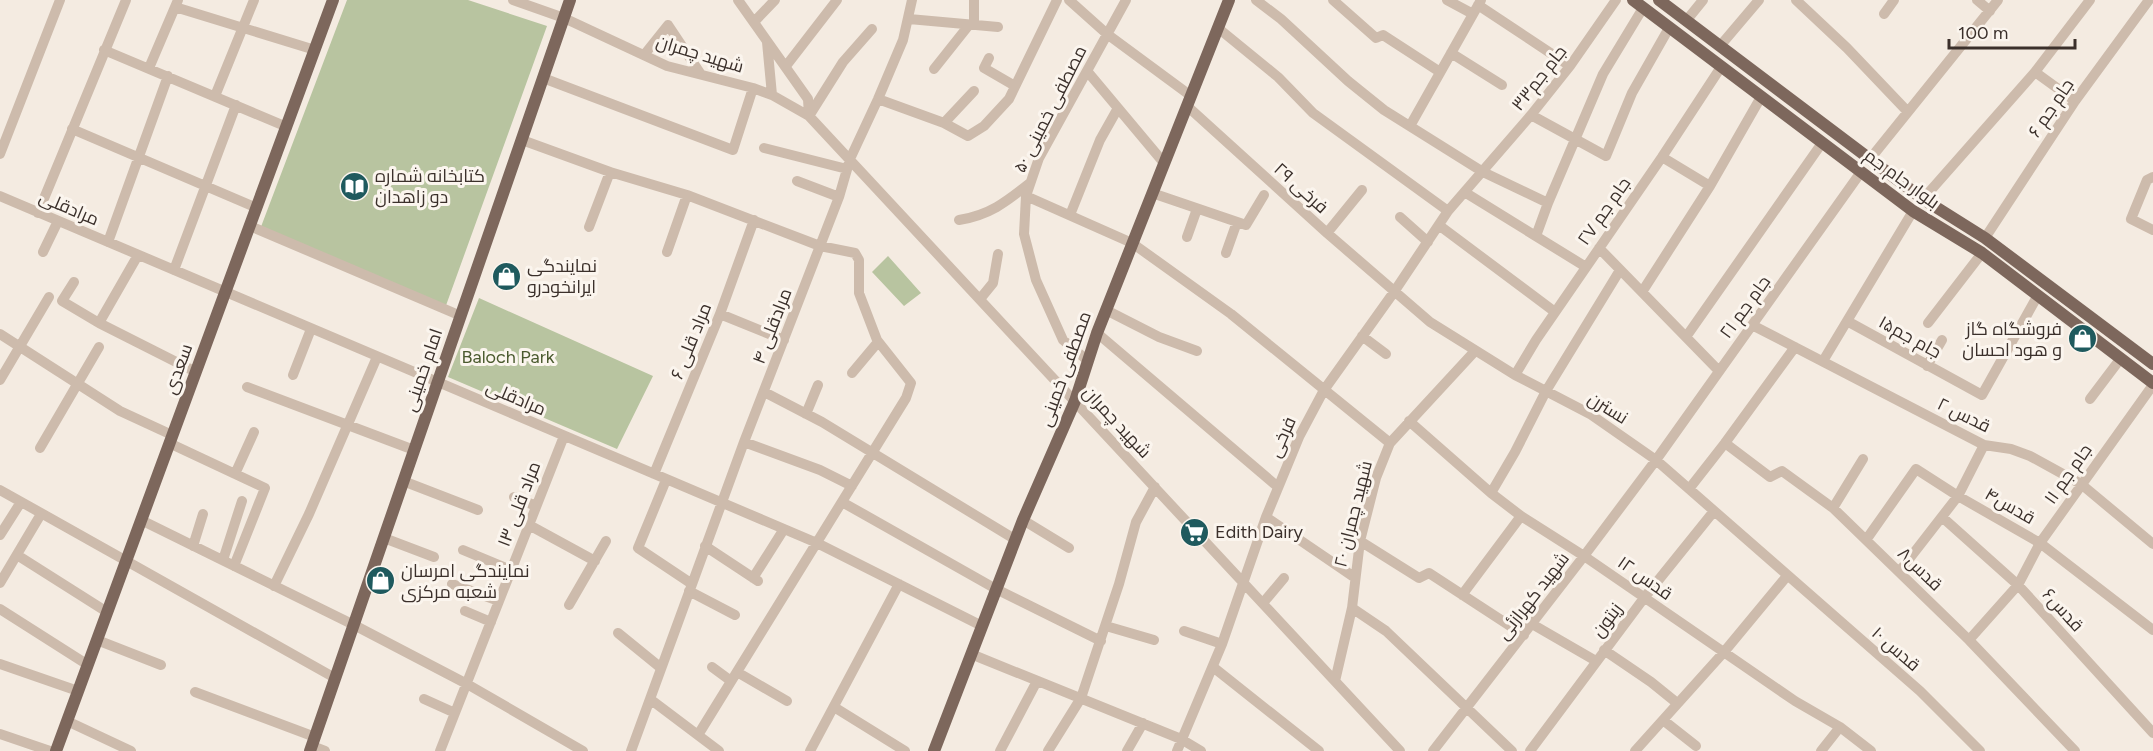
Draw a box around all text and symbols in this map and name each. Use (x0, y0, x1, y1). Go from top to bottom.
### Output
scale bar (1949, 12, 2075, 50)
text: 100 m (1958, 22, 2008, 44)
street label: شهید چمران (653, 30, 746, 79)
street label: جام جم۳۳ (1507, 41, 1572, 116)
street label: مصطفی خمینی ۵۰ (1008, 42, 1092, 176)
street label: جام جم ۶ (2023, 75, 2079, 142)
street label: بلوار جام جم (1860, 144, 1944, 214)
street label: فرخی ۲۹ (1269, 158, 1333, 218)
place label: کتابخانه شماره دو زاهدان (375, 165, 485, 208)
library icon: کتابخانه شماره دو زاهدان (338, 170, 370, 202)
street label: جام جم ۲۷ (1573, 173, 1636, 250)
street label: مرادقلی (36, 186, 102, 230)
place label: نمایندگی ایرانخودرو (527, 255, 597, 298)
shop icon: نمایندگی ایرانخودرو (490, 260, 522, 292)
street label: جام جم ۲۱ (1715, 271, 1776, 343)
street label: مرادقلی ۴ (748, 285, 796, 367)
street label: مراد قلی ۶ (666, 300, 716, 382)
street label: مصطفی خمینی (1034, 308, 1096, 430)
street label: جام جم۱۵ (1874, 311, 1945, 364)
place label: فروشگاه گاز و هود احسان (1962, 318, 2062, 361)
shop icon: فروشگاه گاز و هود احسان (2067, 323, 2099, 355)
street label: امام خمینی (399, 326, 448, 415)
street label: سعدی (159, 341, 197, 397)
park label: Baloch Park (461, 346, 555, 368)
street label: مرادقلی (483, 376, 549, 420)
street label: شهید چمران (1077, 381, 1156, 463)
street label: نسترن (1584, 387, 1632, 429)
street label: قدس ۲ (1934, 393, 1994, 437)
street label: فرخی (1263, 413, 1301, 461)
street label: جام جم ۱۱ (2039, 440, 2097, 509)
street label: مراد قلی ۱۳ (493, 458, 545, 550)
street label: شهید چمران ۲۰ (1329, 458, 1378, 570)
street label: قدس۴ (1981, 483, 2039, 529)
supermarket icon: Edith Dairy (1178, 516, 1210, 548)
place label: Edith Dairy (1215, 521, 1303, 543)
street label: قدس۸ (1893, 542, 1947, 596)
street label: شهید کهرازئی (1492, 548, 1574, 644)
street label: قدس ۱۲ (1613, 551, 1677, 605)
place label: نمایندگی امرسان شعبه مرکزی (401, 560, 529, 603)
shop icon: نمایندگی امرسان شعبه مرکزی (364, 565, 396, 597)
street label: قدس۶ (2038, 584, 2088, 636)
street label: زیتون (1587, 599, 1627, 641)
street label: قدس ۱۰ (1867, 622, 1925, 676)

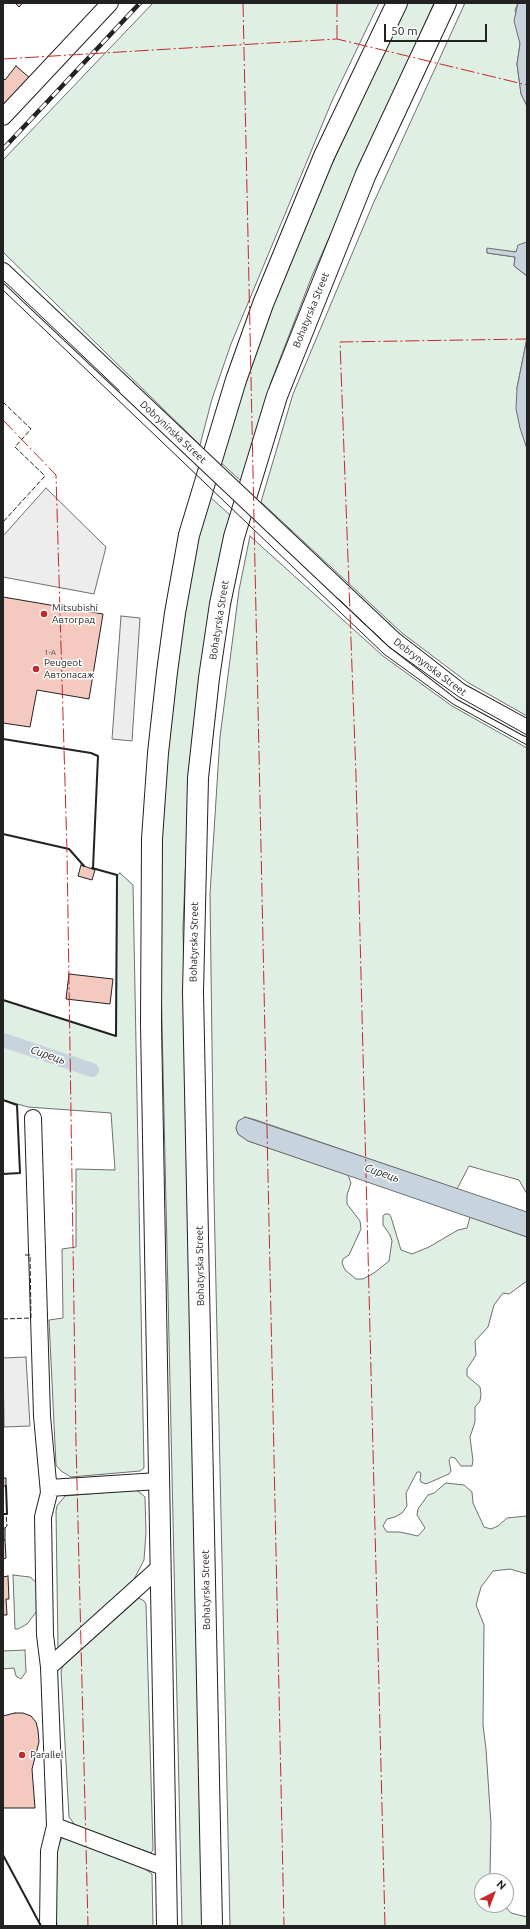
◆ ◆ ◆ ◆
▶ _Task objective_
Minus its pictures, the full listing should be copied verbatim.

▶ _Output of the task_
Draw a box around all text and symbols in this map and name each. Use (x0, y0, x1, y1). Go from top to bottom.
### Output
scale bar (1949, 12, 2075, 50)
text: 100 m (1958, 22, 2008, 44)
street label: شهید چمران (653, 30, 746, 79)
street label: جام جم۳۳ (1507, 41, 1572, 116)
street label: مصطفی خمینی ۵۰ (1008, 42, 1092, 176)
street label: جام جم ۶ (2023, 75, 2079, 142)
street label: بلوار جام جم (1860, 144, 1944, 214)
street label: فرخی ۲۹ (1269, 158, 1333, 218)
place label: کتابخانه شماره دو زاهدان (375, 165, 485, 208)
library icon: کتابخانه شماره دو زاهدان (338, 170, 370, 202)
street label: جام جم ۲۷ (1573, 173, 1636, 250)
street label: مرادقلی (36, 186, 102, 230)
place label: نمایندگی ایرانخودرو (527, 255, 597, 298)
shop icon: نمایندگی ایرانخودرو (490, 260, 522, 292)
street label: جام جم ۲۱ (1715, 271, 1776, 343)
street label: مرادقلی ۴ (748, 285, 796, 367)
street label: مراد قلی ۶ (666, 300, 716, 382)
street label: مصطفی خمینی (1034, 308, 1096, 430)
street label: جام جم۱۵ (1874, 311, 1945, 364)
place label: فروشگاه گاز و هود احسان (1962, 318, 2062, 361)
shop icon: فروشگاه گاز و هود احسان (2067, 323, 2099, 355)
street label: امام خمینی (399, 326, 448, 415)
street label: سعدی (159, 341, 197, 397)
park label: Baloch Park (461, 346, 555, 368)
street label: مرادقلی (483, 376, 549, 420)
street label: شهید چمران (1077, 381, 1156, 463)
street label: نسترن (1584, 387, 1632, 429)
street label: قدس ۲ (1934, 393, 1994, 437)
street label: فرخی (1263, 413, 1301, 461)
street label: جام جم ۱۱ (2039, 440, 2097, 509)
street label: مراد قلی ۱۳ (493, 458, 545, 550)
street label: شهید چمران ۲۰ (1329, 458, 1378, 570)
street label: قدس۴ (1981, 483, 2039, 529)
supermarket icon: Edith Dairy (1178, 516, 1210, 548)
place label: Edith Dairy (1215, 521, 1303, 543)
street label: قدس۸ (1893, 542, 1947, 596)
street label: شهید کهرازئی (1492, 548, 1574, 644)
street label: قدس ۱۲ (1613, 551, 1677, 605)
place label: نمایندگی امرسان شعبه مرکزی (401, 560, 529, 603)
shop icon: نمایندگی امرسان شعبه مرکزی (364, 565, 396, 597)
street label: قدس۶ (2038, 584, 2088, 636)
street label: زیتون (1587, 599, 1627, 641)
street label: قدس ۱۰ (1867, 622, 1925, 676)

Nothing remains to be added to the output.